IK COUR DE CASSATION ______________________ Audience publique du 17 mars 2021 Rejet non spécialement motivé Mme FARTHOUAT-DANON, conseiller doyen faisant fonction de président Décision n° 10274 F Pourvoi n° C 19-19.605 R É P U B L I Q U E F R A N Ç A I S E _________________________ _________________________ DÉCISION DE LA COUR DE CASSATION, CHAMBRE SOCIALE, DU 17 MARS 2021 La société Dominique B, société à responsabilité limitée, dont le siège est [...] , a formé le pourvoi n° C 19-19.605 contre l'arrêt rendu le 18 avril 2019 par la cour d'appel de Basse-Terre (chambre sociale), dans le litige l'opposant à M.
U...
C..., domicilié [...] , défendeur à la cassation.
Le dossier a été communiqué au procureur général.
Sur le rapport de M.
Pion, conseiller, les observations écrites de la SCP Lyon-Caen et Thiriez, avocat de la société Dominique B, de la SCP Baraduc, Duhamel et Rameix, avocat de M.
C..., après débats en l'audience publique du 2 février 2021 où étaient présents Mme Farthouat-Danon, conseiller doyen faisant fonction de président, M.

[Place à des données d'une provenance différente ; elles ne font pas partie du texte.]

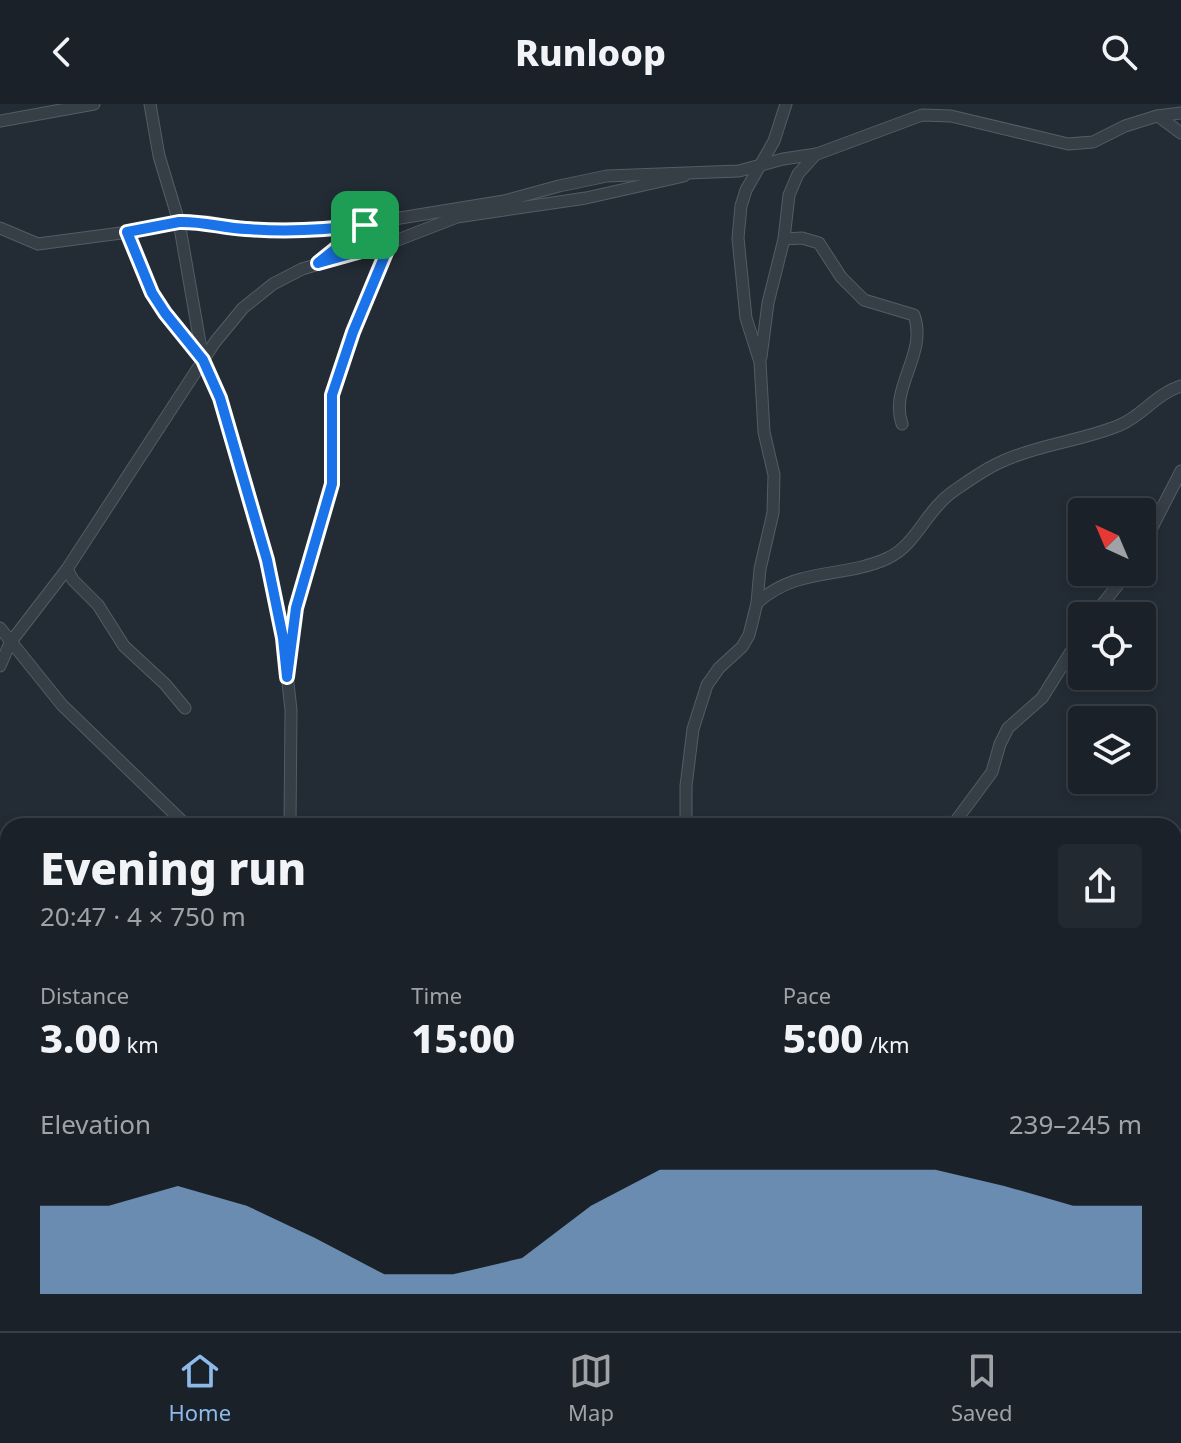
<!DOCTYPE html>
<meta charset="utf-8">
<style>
body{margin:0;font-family:"Noto Sans",sans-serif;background:#232930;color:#f1f3f6;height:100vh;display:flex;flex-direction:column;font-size:30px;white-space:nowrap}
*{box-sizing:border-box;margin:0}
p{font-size:26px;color:#9fa3a8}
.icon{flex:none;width:44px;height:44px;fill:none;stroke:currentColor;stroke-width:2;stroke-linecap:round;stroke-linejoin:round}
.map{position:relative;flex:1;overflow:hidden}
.details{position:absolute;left:0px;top:714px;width:1182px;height:514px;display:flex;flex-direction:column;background:#1a2128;border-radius:24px 24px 0 0;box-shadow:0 4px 12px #0003,0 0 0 2px #383e45}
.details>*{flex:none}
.needle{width:52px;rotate:316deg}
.tools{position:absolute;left:1068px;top:394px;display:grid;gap:16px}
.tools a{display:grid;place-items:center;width:88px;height:88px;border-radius:8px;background:#1a2128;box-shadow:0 4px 12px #0003,0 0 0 2px #383e45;font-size:40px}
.pin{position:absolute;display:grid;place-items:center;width:68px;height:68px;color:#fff;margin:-34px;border-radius:16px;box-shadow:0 4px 12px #0006}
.round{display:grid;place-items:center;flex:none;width:84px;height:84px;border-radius:8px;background:#232930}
.head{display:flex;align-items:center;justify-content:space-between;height:136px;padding:0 40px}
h1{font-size:44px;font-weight:800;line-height:60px}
.stats{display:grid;grid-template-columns:repeat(3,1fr);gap:12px;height:136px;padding:8px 40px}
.stats div{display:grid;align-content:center}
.stats b{font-size:40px;font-weight:800}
.stats small{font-size:22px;font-weight:400}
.stats p{font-size:22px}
.chart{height:224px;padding:16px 40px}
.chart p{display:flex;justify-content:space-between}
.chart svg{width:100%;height:144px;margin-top:8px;fill:#8dbaeb;opacity:.7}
header{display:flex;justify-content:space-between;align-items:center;height:104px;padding:0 40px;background:#1a2128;font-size:36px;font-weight:800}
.dock{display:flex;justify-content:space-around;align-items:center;height:112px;border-top:2px solid #383e45;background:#1a2128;font-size:22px;color:#9fa3a8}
.dock a{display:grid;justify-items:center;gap:4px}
.dock .active{color:#8dbaeb}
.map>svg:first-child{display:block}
</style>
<header><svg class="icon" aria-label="back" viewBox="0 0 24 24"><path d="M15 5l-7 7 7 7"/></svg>Runloop<svg class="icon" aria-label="search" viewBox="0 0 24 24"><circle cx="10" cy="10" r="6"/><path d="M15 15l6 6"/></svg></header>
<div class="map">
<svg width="1181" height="1227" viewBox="0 0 1181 1227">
<rect width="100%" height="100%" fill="#232c35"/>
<polygon fill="#283a38" points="765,1220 1089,1220 1088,1227 769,1227"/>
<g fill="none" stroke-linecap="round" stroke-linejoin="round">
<g stroke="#545c64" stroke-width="13">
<g id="street">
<polyline points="150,0 159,52 179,118 203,256 220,294 243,370 274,489 283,534 291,606 290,722"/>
<polyline points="1158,12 1181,29"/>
<polyline points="0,17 94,0"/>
<polyline points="0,124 38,140 121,129 179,118 209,118 243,125 333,125 504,97 559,82 607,72 739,67 783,55 817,50 922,11 951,12 1068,40 1093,38 1125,22 1157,12 1181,9"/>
<polyline points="127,128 152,189 165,209 203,255"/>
<path d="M784,135l18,-1 17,5 22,34 23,23 50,15c14,39 -25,72 -12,109"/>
<polyline points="322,156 364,121"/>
<polyline points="761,253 768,199 784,135 789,91 798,70 816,50"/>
<polyline points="1142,443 1181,367"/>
<polyline points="67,465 73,476 98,501 124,542 165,580 185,604"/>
<path d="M757,499c41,-37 86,-24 131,-45 28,-13 38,-47 63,-65 16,-11 33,-24 52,-32 37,-17 79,-20 117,-36 23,-10 36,-31 61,-39"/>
<polyline points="1093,512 1128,468"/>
<polyline points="0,524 62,601 187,722"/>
<polyline points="289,558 296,504 332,380 332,291 353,228 390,139"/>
<polyline points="0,562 10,539 67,465 215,238 243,204 273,180 302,165 390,139 457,113 586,94 684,72"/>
<polyline points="689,722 686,712 686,682 693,625 707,581 719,564 742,543 749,531 757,499 760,465 773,409 774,371 764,328 760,258 746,214 738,134 741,102 746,86 774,37 786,0"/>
<polyline points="952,722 992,668 1000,640 1008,624 1042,594 1082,530"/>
<polyline points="0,787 8,799"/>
<polyline points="1174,899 1181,894"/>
<polyline points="0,1016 8,1014"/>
<polyline points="136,1220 138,1227"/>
<polyline points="646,1220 649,1227"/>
<polyline points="35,1227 39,1220"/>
<polyline points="186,1227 192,1220"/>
<polyline points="488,1227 491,1220"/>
</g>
</g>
<use href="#street" stroke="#363e46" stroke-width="11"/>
</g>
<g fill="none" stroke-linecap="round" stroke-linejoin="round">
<g stroke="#fff" stroke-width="16">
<path id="route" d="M179,118c23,-1 44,6 67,7 40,3 80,1 119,-4l-47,38 72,-20 -37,89 -21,63v89l-36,124 -9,69 -4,-39 -16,-78 -47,-162 -17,-38 -38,-47 -13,-20 -25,-61z"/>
</g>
<use href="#route" stroke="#1a73e8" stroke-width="10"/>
</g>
</svg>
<div class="tools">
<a><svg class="needle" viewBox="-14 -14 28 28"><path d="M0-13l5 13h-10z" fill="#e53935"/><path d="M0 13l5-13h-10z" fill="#9fa3a8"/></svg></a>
<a><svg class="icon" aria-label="locate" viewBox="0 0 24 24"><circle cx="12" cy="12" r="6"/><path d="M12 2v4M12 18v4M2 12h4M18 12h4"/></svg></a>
<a><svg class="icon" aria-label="layers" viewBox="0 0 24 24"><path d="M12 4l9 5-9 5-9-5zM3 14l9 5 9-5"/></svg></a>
</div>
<div class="pin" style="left:365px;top:121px;background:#1e9e55"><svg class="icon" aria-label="arrive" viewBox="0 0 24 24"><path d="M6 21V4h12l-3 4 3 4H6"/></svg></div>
<section class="details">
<div class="head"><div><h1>Evening run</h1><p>20:47 · 4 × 750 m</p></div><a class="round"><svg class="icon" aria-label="share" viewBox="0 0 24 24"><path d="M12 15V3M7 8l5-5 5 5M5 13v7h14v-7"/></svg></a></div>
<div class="stats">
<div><p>Distance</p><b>3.00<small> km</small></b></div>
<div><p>Time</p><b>15:00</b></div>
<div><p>Pace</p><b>5:00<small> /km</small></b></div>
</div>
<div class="chart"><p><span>Elevation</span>239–245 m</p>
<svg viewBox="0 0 160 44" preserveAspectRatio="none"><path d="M0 44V17L10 17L20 11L30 17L40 27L50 38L60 38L70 33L80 17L90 6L100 6L110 6L120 6L130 6L140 11L150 17L160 17V44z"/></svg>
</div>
</section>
</div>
<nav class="dock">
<a class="active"><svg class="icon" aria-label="home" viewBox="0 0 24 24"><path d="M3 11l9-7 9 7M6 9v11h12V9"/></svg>Home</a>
<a><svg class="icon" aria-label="map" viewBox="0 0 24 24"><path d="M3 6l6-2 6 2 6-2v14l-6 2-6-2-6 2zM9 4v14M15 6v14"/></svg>Map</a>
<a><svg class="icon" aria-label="saved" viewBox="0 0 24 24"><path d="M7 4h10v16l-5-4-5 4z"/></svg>Saved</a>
</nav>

Pion, conseiller rapporteur, Mme Capitaine, conseiller, et Mme Jouanneau, greffier de chambre, la chambre sociale de la Cour de cassation, composée des président et conseillers précités, après en avoir délibéré conformément à la loi, a rendu la présente décision. 1.
Les moyens de cassation annexés, qui sont invoqués à l'encontre de la décision attaquée, ne sont manifestement pas de nature à entraîner la cassation. 2.
En application de l'article 1014, alinéa 1er, du code de procédure civile, il n'y a donc pas lieu de statuer par une décision spécialement motivée sur ce pourvoi.
EN CONSÉQUENCE, la Cour : REJETTE le pourvoi ; Condamne la société Dominique B aux dépens ; En application de l'article 700 du code de procédure civile, rejette la demande formée par la société Dominique B et la condamne à payer à M.
C... la somme de 3 000 euros ; Ainsi décidé par la Cour de cassation, chambre sociale, et prononcé par le président en son audience publique du dix-sept mars deux mille vingt et un.
MOYENS ANNEXES à la présente décision Moyens produits par la SCP Lyon-Caen et Thiriez, avocat aux Conseils, pour la société Dominique B PREMIER MOYEN DE CASSATION Il est fait grief à l'arrêt attaqué d'AVOIR dit que la démission de Monsieur C... s'analyse en une rupture du contrat de travail aux torts exclusifs de l'employeur, ce qui équivaut à un licenciement sans cause réelle et sérieuse, d'AVOIR condamné la société Dominique B à payer à Monsieur C... les sommes de 17 366,28 euros à titre d'indemnité pour travail dissimulé, 5 788,76 euros au titre de l'indemnité compensatrice de préavis et les congés payés afférents, 11 577,52 euros à titre d'indemnité pour licenciement sans cause réelle et sérieuse et 1 500 euros sur le fondement de l'article 700 du code de procédure civile ; Aux motifs propres que sur la requalification de la démission de M.
U...
C... en une prise d'acte de la rupture du contrat de travail aux torts de l'employeur : il est de jurisprudence constante que lorsque le salarié, sans invoquer un vice de consentement de nature à entraîner l'annulation de sa démission, remet en cause celle-ci en raison de faits ou manquements imputables à son employeur, le juge doit, s'il résulte de circonstances antérieures ou contemporaines de la démission, qu'à la date où elle est donnée, celle-ci était équivoque, l'analyser en une prise d'acte de la rupture qui produit les effets d'un licenciement sans cause réelle et sérieuse si les faits invoqués la justifiaient, ou dans le cas contraire, une démission ; il est donc logique de considérer qu'une démission comportant des reproches faits à l'employeur s'analyse en une prise d'acte de la rupture du contrat de travail aux torts de l'employeur et produit soit les effets d'un licenciement sans cause réelle et sérieuse, soit les effets d'une démission si la faute de l'employeur n'est pas avérée ; en l'espèce, la lettre de démission de M.